What ails our currency also ails our psyche, in quite broad terms. I will not shift the blame squarely on the government, lest this article becomes another outburst on Government’s - policies, reneging on policies and absence of favorable policies. A blame game never ends decisively with a solution. So what makes me optimistic when the currency is at its cheerless 60s!
“Pushed to the corner” syndrome
The nostalgia of 1991 seems to have returned. Many a economists strongly believe that the pervasively deteriorating CAD situation with additional burden of benefit schemes and a fragile recovery, may usher us back to IMF doors. When that happens, we would have been sufficiently pushed against the wall. While this may still be far, the alternatives to kick-start the economy are few. Hence, the government which has been procrastinating, confused or lost, can find some sense of direction, albeit with embarrassment from our creditors, investors and chastisement from rating agencies.
If this is the only way sense can prevail, then let’s grudgingly head towards to it. At least some cheer that this economic quagmire will correct.
Imports pinch
A country may choose to depreciate its currency like Japan did few months back, or it happens progressively when the exchange currency becomes stronger. For a country that is a net exporter, this depreciation enhances competitiveness and pushes up further exports, fueling greater economic activity. India being a net importer, there is now a double whammy from weakening currency and slowing economy. This impacts purchasing power, capital flows, employment generation, ability to fund welfare schemes and the ensuing spiral.
The bright spots when this situation looks grim is in laying foundation for domestic manufacturing, improving agricultural output and services sector to expand. There are no short-term fixes, not at this juncture, but to tap the demographics in India and make them busy. If Washington apples are getting expensive, there is enough incentive to improve output of Himachal apples. When US was hit with one of the worst recessions, with imports far outbalancing exports, it had to bring jobs home and get their hands dirty.

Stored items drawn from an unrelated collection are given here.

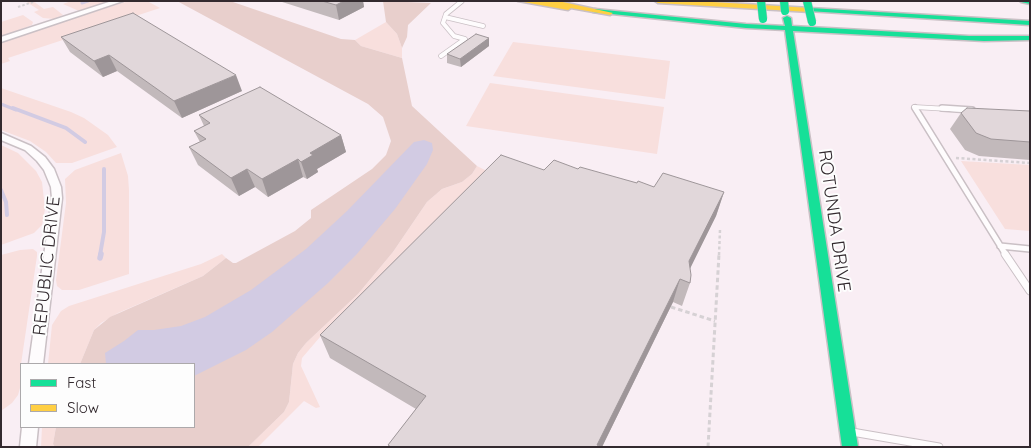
<!DOCTYPE html>
<html>
<head>
<meta charset="utf-8">
<style>
	body { margin:0 }
	#map { position:relative; width:1031px; height:448px; overflow:hidden; background:#f9eef4; font-family:Quicksand,sans-serif }
	canvas { display:block }
	.frame { position:absolute; inset:0; border:2px solid #332a2f; pointer-events:none }
	.legend { position:absolute; left:20px; top:363px; width:175px; height:65px; box-sizing:border-box; background:#fdfdfd; border:1px solid #aca9ab; margin:0; padding:6px 9px; list-style:none; font-size:15px; color:#332a2f }
	.legend li { display:flex; align-items:center; gap:10px; height:25px }
	.legend b { width:25px; border:1px solid #aca9ab }
</style>
</head>
<body>
<div id="map">
<canvas width="1031" height="448"></canvas>
<div class="frame"></div>
<ul class="legend">
<li><b style="height:6px;background:#16e098"></b>Fast</li>
<li><b style="height:6px;background:#ffcf43"></b>Slow</li>
</ul>
</div>
<script>
const ctx = document.querySelector('canvas').getContext('2d');
ctx.lineJoin = 'round';
function paint(path, color) {
  ctx.fillStyle = color;
  ctx.fill(path, 'evenodd');
}
function shape(rows) {
  const path = new Path2D();
  for (const r of rows) {
    path.moveTo(r[0], r[1]);
    for (let i = 2; i < r.length; i += 2) path.lineTo(r[i], r[i + 1]);
  }
  return path;
}
function stroke(path, color, width, dash) {
  ctx.strokeStyle = color;
  ctx.lineWidth = width;
  ctx.lineCap = dash ? 'butt' : 'round';
  ctx.setLineDash(dash || []);
  ctx.stroke(path);
}
function drawText(font, color, halo, rows, align = 'center') {
  ctx.font = font + ' Quicksand,sans-serif';
  ctx.lineWidth = 4;
  ctx.setLineDash([]);
  ctx.textBaseline = 'middle';
  ctx.strokeStyle = halo;
  ctx.fillStyle = color;
  for (const [text, x, y, turn = 0] of rows) {
    ctx.save();
    ctx.translate(x, y);
    ctx.rotate((+turn || 0) * Math.PI / 180);
    ctx.textAlign = isNaN(turn) ? turn : align;
    if (halo) ctx.strokeText(text, 0, 0);
    ctx.fillText(text, 0, 0);
    ctx.restore();
  }
}
const green = shape([
	[25,1,33,1,44,9,53,7,63,15,54,19,43,18,34,12,39,10],
	[71,1,113,1,79,11,63,4],
	[128,1,147,1,160,8,8,58,10,61,1,64,1,42],
	[23,15,33,22,32,25,1,37,1,22],
	[386,22,397,34,402,48,402,58,361,46,355,40],
	[513,42,670,61,665,99,493,76],
	[490,83,664,107,657,154,466,126],
	[1,88,71,112,84,118,108,135,117,147,72,163,56,163,46,152,30,141,1,130],
	[1,145,18,153,36,171,42,182,45,209,42,225,34,233,1,245],
	[121,153,128,176,129,190,129,274,79,290,62,290,57,286,56,280,66,203,65,179,75,170],
	[961,161,1030,165,1030,231,1005,229],
	[477,166,487,171,320,337,302,358,301,366,320,407,316,408,304,401,258,447,248,447,284,412,289,402,293,364,298,353,306,343,358,294,393,252,427,202,442,189,462,182,472,174],
	[33,249,37,252,37,256,21,364,20,388,18,395,12,403,1,411,1,255,20,250],
	[222,254,226,258,203,276,118,313,101,323,94,330,80,364,48,364,52,325,61,311,69,306,201,264],
	[42,427,56,427,53,444,55,447,41,447]
]);
const forest = shape([
	[177,1,230,1,341,39,355,40,361,46,402,58,412,106,477,166,472,174,462,182,442,189,427,202,393,252,358,294,306,343,298,353,293,364,289,402,284,412,248,447,55,447,53,444,56,427,194,427,194,364,80,364,94,330,110,317,203,276,226,258,233,263,236,263,295,231,311,218,311,210,372,169,386,155,391,141,383,117,368,104],
	[383,1,431,3,408,25,407,37,402,48,397,34,386,22]
]);
const water = shape([
	[424,140,432,143,433,150,427,164,395,209,356,255,328,283,272,332,246,350,194,376,194,364,106,364,105,353,124,341,138,330,154,330,181,326,205,317,251,290,306,249,347,211,414,142]
]);
const streamFar2 = shape([
	[82,3,88,1],
	[1,104,16,110]
]);
const streamFar1 = shape([
	[13,108,66,128,85,142],
	[1,190,6,202,7,215],
	[100,255,104,232,104,169]
]);
const stream = shape([
	[100,258,101,254]
]);
const pathFar2 = shape([
	[18,7,36,1]
]);
const pathFar1 = shape([
	[956,158,1030,163],
	[719,255,720,230]
]);
const path = shape([
	[671,307,715,321],
	[708,447,719,254]
]);
const laneFar2 = shape([
	[445,17,483,26],
	[441,56,465,39,454,36,443,23,446,14,462,1],
	[914,107,916,110],
	[914,107,966,110]
]);
const laneFar1 = shape([
	[915,108,1006,255],
	[942,108,972,110],
	[1000,246,1030,249]
]);
const lane = shape([
	[1005,254,1030,291],
	[852,432,939,447]
]);
const street = shape([
	[112,1,123,1,1,42,1,37,112,1],
	[1,133,31,146,45,157,54,169,61,187,62,198,43,364,29,364,52,198,51,187,44,170,37,161,25,150,1,140,1,133],
	[22,427,38,427,36,447,20,447,22,427]
]);
const fast = shape([
	[1020,1,1030,1,1030,4,1021,2,1020,1],
	[810,8,1030,21,1030,25,808,11,808,9,810,8],
	[595,9,746,24,785,26,783,18,787,16,791,18,792,26,969,36,1030,36,1030,40,984,41,793,31,858,447,842,447,785,30,746,28,593,12,592,11,595,9]
]);
const slow = shape([
	[518,1,558,1,613,13,610,15,571,8,568,10,518,1],
	[655,1,696,1,810,8,813,10,810,12,658,3,655,1]
]);
const fastBridge = shape([
	[761,1,763,19],
	[784,1,785,11],
	[807,1,812,22]
]);
const wall = shape([
	[279,1,363,1,364,7,339,20],
	[61,37,242,91,182,118,117,71,103,77,70,52],
	[489,38,489,46,461,67,447,63,447,54],
	[1030,111,1030,160,979,156,965,150,950,129,961,113],
	[199,115,341,135,346,152,317,169,318,172,307,179,303,177,268,197,255,187,239,196,198,165,189,147,200,142,194,131,204,126],
	[578,169,654,187,724,192,716,216,690,267,690,283,682,306,673,302,602,447,389,447,388,445,416,409,330,358,320,335,544,170]
]);
const shadedWall = shape([
	[344,1,363,1,364,7,339,20,336,5],
	[489,38,489,46,461,67,460,59],
	[109,55,117,71,103,77,94,61],
	[236,75,242,91,182,118,174,101],
	[341,135,346,152,317,169,318,172,307,179,301,162,310,153],
	[298,159,303,177,268,197,262,179],
	[247,169,255,187,239,196,231,178],
	[724,192,716,216,684,281,689,261],
	[680,279,673,302,602,447,597,445]
]);
const building = shape([
	[322,1,344,1,336,5,322,1],
	[133,13,236,75,174,101,109,55,94,61,61,37,133,13],
	[476,34,489,38,460,59,447,54,476,34],
	[260,87,341,135,310,153,313,155,301,162,298,159,262,179,247,169,231,178,189,147,206,139,194,131,210,123,199,115,260,87],
	[967,108,1030,111,1030,142,991,139,976,133,961,113,967,108],
	[501,155,544,170,554,160,578,169,580,167,637,183,638,181,654,187,663,173,724,192,689,261,691,275,690,283,680,279,597,445,601,447,391,447,388,445,426,396,320,335,501,155]
]);
const streetNames = [
	["ROTUNDA DRIVE",834,221,82],
	["REPUBLIC DRIVE",47,266,-84]
];
paint(green, '#f8dfdd');
paint(forest, '#e8cfcc');
paint(water, '#d2cbe3');
stroke(streamFar2, '#d2cbe3', 3);
stroke(streamFar1, '#d2cbe3', 4);
stroke(stream, '#d2cbe3', 5.5);
stroke(laneFar2, '#cac0c5', 5.5);
stroke(laneFar1, '#cac0c5', 8);
stroke(lane, '#cac0c5', 9);
stroke(street, '#cac0c5', 3);
stroke(fast, '#cac0c5', 3);
stroke(slow, '#cac0c5', 3);
stroke(pathFar2, '#d6d1d4', 2, [2.5, 2]);
stroke(pathFar1, '#d6d1d4', 2.5, [3, 2.5]);
stroke(path, '#d6d1d4', 3, [4.5, 3]);
stroke(laneFar2, '#fefcfd', 4);
stroke(laneFar1, '#fefcfd', 5);
stroke(lane, '#fefcfd', 7);
paint(street, '#fefcfd');
paint(fast, '#16e098');
paint(slow, '#ffcf43');
stroke(fastBridge, '#cac0c5', 9, []);
stroke(fastBridge, '#16e098', 8);
paint(wall, '#c2b9bb');
paint(shadedWall, '#9e9699');
paint(building, '#e1d7da');
stroke(building, '#9e9699', 1);
drawText('18px', '#332a2f', '#fdfdfd', streetNames);
</script>
</body>
</html>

With no dearth of supply-side bottlenecks or, consumption, India is poised for its next Manufacturing revolution, Energy revolution, Agri-revolution, export competitiveness etc, with a long-term view.
Broad brush strokes vs Micro-positives
The brouhaha surrounding a dismal economic situation comes from our Government’s continuous reliance on foreign capital to heal the CAD crisis. A recent Citigroup report puts foreign ownership of Indian equities at nearly 48% of market’s free-float. The over-dependence on FDI, FII flows in Indian debt and equity demands that India delivers financially to its foreign investors and creditors. When the returns get beaten down and risk to their capital increases, it is logical to expect a huge noise belittling our credibility and exposing our non-performance. The weakening currency is a consequence and also a source of such widespread discontent, leading to broad brush strokes with negative outlook.
When the going gets tough, it is relatively easy to fall prey to pessimism, as much as jumping into euphoria during good times.
Brushing aside the noise, political jibes, expert views and structural imbalances, we need to take comfort from examples of successful companies, social initiatives and individuals that did not wait for the “right time” to take shoot. Regulatory or, policy enablement may give wings, but can’t be the legs to our growth. The power crisis in Tamil Nadu earned criticism for the successive governments, as it impacted a fast industrializing state and its people with power cuts. This grim power situation however proved fortuitous for generator, inverter, UPS, wind-power and solar-power companies. While per unit cost of power was expensive initially, it pushed innovation and competitiveness harder among these diverse alternate-to-grid power suppliers. Such micro-positives abound in turning our limitations into opportunities. This self-belief needs to be reinforced.
End Note
The concept of bad times should be one of reconstruction, innovation and a certain ownership of our mistakes with a will to change. This postponed opportunity and awakening is where the rupee in its 60s is driving us towards, politically and individually.